WHAT YOU NEED TO DO: Starting at the line that holds "Quick job: Summarize", set down each line through the end of the listing, exactly as written and with nothing added.

★ ★ ★

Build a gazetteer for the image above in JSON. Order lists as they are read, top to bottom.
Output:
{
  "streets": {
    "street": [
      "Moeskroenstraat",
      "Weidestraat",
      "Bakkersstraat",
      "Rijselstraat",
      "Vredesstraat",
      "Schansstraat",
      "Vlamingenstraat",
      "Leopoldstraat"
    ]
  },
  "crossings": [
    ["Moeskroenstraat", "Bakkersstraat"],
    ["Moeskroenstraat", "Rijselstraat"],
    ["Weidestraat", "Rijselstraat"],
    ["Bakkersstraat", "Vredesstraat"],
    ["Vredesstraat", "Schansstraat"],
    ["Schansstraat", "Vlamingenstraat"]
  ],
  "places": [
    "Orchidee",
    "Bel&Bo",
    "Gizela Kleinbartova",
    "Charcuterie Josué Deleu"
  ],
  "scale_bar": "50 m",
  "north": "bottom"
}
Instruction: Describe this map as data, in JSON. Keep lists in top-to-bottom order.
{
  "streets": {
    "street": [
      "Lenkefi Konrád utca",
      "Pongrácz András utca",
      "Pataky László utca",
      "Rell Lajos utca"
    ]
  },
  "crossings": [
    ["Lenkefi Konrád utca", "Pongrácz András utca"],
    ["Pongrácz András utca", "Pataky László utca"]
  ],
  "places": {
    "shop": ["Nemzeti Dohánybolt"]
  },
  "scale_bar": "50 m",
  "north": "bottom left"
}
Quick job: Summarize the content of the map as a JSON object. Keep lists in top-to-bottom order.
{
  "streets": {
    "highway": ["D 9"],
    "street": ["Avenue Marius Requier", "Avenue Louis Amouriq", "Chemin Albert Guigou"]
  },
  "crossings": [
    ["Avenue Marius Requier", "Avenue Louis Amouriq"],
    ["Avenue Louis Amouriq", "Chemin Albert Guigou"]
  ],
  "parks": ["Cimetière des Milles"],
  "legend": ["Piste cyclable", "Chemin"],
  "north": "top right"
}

★ ★ ★

YOUR SOLUTION:
Quick job: Summarize the content of the map as a JSON object. Keep lists in top-to-bottom order.
{
  "streets": {
    "highway": ["D 9"],
    "street": ["Avenue Marius Requier", "Avenue Louis Amouriq", "Chemin Albert Guigou"]
  },
  "crossings": [
    ["Avenue Marius Requier", "Avenue Louis Amouriq"],
    ["Avenue Louis Amouriq", "Chemin Albert Guigou"]
  ],
  "parks": ["Cimetière des Milles"],
  "legend": ["Piste cyclable", "Chemin"],
  "north": "top right"
}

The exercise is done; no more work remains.